What is required:
Give the data a second time, exactly and in full.

Source records:
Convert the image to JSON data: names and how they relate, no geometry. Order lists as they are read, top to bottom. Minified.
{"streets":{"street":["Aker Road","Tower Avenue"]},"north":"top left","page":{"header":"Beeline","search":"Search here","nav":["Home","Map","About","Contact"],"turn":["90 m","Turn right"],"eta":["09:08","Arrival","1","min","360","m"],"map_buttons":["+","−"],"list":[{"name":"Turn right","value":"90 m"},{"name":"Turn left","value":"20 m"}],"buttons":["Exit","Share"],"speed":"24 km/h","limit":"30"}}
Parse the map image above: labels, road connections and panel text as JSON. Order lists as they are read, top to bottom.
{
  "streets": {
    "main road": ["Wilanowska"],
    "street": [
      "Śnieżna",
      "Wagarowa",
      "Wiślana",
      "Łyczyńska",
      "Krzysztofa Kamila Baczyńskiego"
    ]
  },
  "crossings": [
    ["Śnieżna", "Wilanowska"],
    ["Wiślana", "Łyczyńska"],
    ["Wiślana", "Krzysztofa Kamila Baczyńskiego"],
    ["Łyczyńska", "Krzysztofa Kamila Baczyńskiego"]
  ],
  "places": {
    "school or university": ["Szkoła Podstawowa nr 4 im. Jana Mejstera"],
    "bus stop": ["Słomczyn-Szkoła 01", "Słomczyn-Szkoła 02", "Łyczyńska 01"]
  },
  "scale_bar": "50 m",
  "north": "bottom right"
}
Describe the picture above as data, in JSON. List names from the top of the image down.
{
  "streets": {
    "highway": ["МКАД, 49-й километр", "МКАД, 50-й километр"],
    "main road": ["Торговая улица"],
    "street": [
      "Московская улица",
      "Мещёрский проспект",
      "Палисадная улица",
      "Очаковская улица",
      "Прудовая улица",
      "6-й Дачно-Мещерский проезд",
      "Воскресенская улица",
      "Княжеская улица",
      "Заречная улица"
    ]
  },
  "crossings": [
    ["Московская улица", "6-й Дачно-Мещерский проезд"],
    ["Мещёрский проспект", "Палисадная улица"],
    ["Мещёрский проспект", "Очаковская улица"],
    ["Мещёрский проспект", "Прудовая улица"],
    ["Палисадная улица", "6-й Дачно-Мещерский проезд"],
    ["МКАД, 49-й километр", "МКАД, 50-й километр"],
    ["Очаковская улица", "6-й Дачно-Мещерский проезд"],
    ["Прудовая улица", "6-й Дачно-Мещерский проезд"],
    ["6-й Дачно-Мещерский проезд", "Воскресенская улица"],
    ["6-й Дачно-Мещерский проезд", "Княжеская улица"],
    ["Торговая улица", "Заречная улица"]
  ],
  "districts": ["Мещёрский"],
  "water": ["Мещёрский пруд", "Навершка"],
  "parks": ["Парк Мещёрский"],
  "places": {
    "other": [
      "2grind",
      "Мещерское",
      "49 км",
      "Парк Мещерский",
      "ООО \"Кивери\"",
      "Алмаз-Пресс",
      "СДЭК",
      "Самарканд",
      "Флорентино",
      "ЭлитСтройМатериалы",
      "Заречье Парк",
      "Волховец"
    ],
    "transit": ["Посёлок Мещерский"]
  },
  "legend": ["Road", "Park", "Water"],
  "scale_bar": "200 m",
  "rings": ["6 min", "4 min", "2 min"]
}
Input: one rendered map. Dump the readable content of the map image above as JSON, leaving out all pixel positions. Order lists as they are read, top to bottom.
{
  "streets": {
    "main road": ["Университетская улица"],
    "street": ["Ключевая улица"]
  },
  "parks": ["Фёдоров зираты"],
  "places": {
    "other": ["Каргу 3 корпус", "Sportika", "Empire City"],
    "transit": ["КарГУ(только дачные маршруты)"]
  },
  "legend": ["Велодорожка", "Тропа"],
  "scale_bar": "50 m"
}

Exercise output:
Convert the image to JSON data: names and how they relate, no geometry. Order lists as they are read, top to bottom. Minified.
{"streets":{"street":["Aker Road","Tower Avenue"]},"north":"top left","page":{"header":"Beeline","search":"Search here","nav":["Home","Map","About","Contact"],"turn":["90 m","Turn right"],"eta":["09:08","Arrival","1","min","360","m"],"map_buttons":["+","−"],"list":[{"name":"Turn right","value":"90 m"},{"name":"Turn left","value":"20 m"}],"buttons":["Exit","Share"],"speed":"24 km/h","limit":"30"}}
Parse the map image above: labels, road connections and panel text as JSON. Order lists as they are read, top to bottom.
{
  "streets": {
    "main road": ["Wilanowska"],
    "street": [
      "Śnieżna",
      "Wagarowa",
      "Wiślana",
      "Łyczyńska",
      "Krzysztofa Kamila Baczyńskiego"
    ]
  },
  "crossings": [
    ["Śnieżna", "Wilanowska"],
    ["Wiślana", "Łyczyńska"],
    ["Wiślana", "Krzysztofa Kamila Baczyńskiego"],
    ["Łyczyńska", "Krzysztofa Kamila Baczyńskiego"]
  ],
  "places": {
    "school or university": ["Szkoła Podstawowa nr 4 im. Jana Mejstera"],
    "bus stop": ["Słomczyn-Szkoła 01", "Słomczyn-Szkoła 02", "Łyczyńska 01"]
  },
  "scale_bar": "50 m",
  "north": "bottom right"
}
Describe the picture above as data, in JSON. List names from the top of the image down.
{
  "streets": {
    "highway": ["МКАД, 49-й километр", "МКАД, 50-й километр"],
    "main road": ["Торговая улица"],
    "street": [
      "Московская улица",
      "Мещёрский проспект",
      "Палисадная улица",
      "Очаковская улица",
      "Прудовая улица",
      "6-й Дачно-Мещерский проезд",
      "Воскресенская улица",
      "Княжеская улица",
      "Заречная улица"
    ]
  },
  "crossings": [
    ["Московская улица", "6-й Дачно-Мещерский проезд"],
    ["Мещёрский проспект", "Палисадная улица"],
    ["Мещёрский проспект", "Очаковская улица"],
    ["Мещёрский проспект", "Прудовая улица"],
    ["Палисадная улица", "6-й Дачно-Мещерский проезд"],
    ["МКАД, 49-й километр", "МКАД, 50-й километр"],
    ["Очаковская улица", "6-й Дачно-Мещерский проезд"],
    ["Прудовая улица", "6-й Дачно-Мещерский проезд"],
    ["6-й Дачно-Мещерский проезд", "Воскресенская улица"],
    ["6-й Дачно-Мещерский проезд", "Княжеская улица"],
    ["Торговая улица", "Заречная улица"]
  ],
  "districts": ["Мещёрский"],
  "water": ["Мещёрский пруд", "Навершка"],
  "parks": ["Парк Мещёрский"],
  "places": {
    "other": [
      "2grind",
      "Мещерское",
      "49 км",
      "Парк Мещерский",
      "ООО \"Кивери\"",
      "Алмаз-Пресс",
      "СДЭК",
      "Самарканд",
      "Флорентино",
      "ЭлитСтройМатериалы",
      "Заречье Парк",
      "Волховец"
    ],
    "transit": ["Посёлок Мещерский"]
  },
  "legend": ["Road", "Park", "Water"],
  "scale_bar": "200 m",
  "rings": ["6 min", "4 min", "2 min"]
}
Input: one rendered map. Dump the readable content of the map image above as JSON, leaving out all pixel positions. Order lists as they are read, top to bottom.
{
  "streets": {
    "main road": ["Университетская улица"],
    "street": ["Ключевая улица"]
  },
  "parks": ["Фёдоров зираты"],
  "places": {
    "other": ["Каргу 3 корпус", "Sportika", "Empire City"],
    "transit": ["КарГУ(только дачные маршруты)"]
  },
  "legend": ["Велодорожка", "Тропа"],
  "scale_bar": "50 m"
}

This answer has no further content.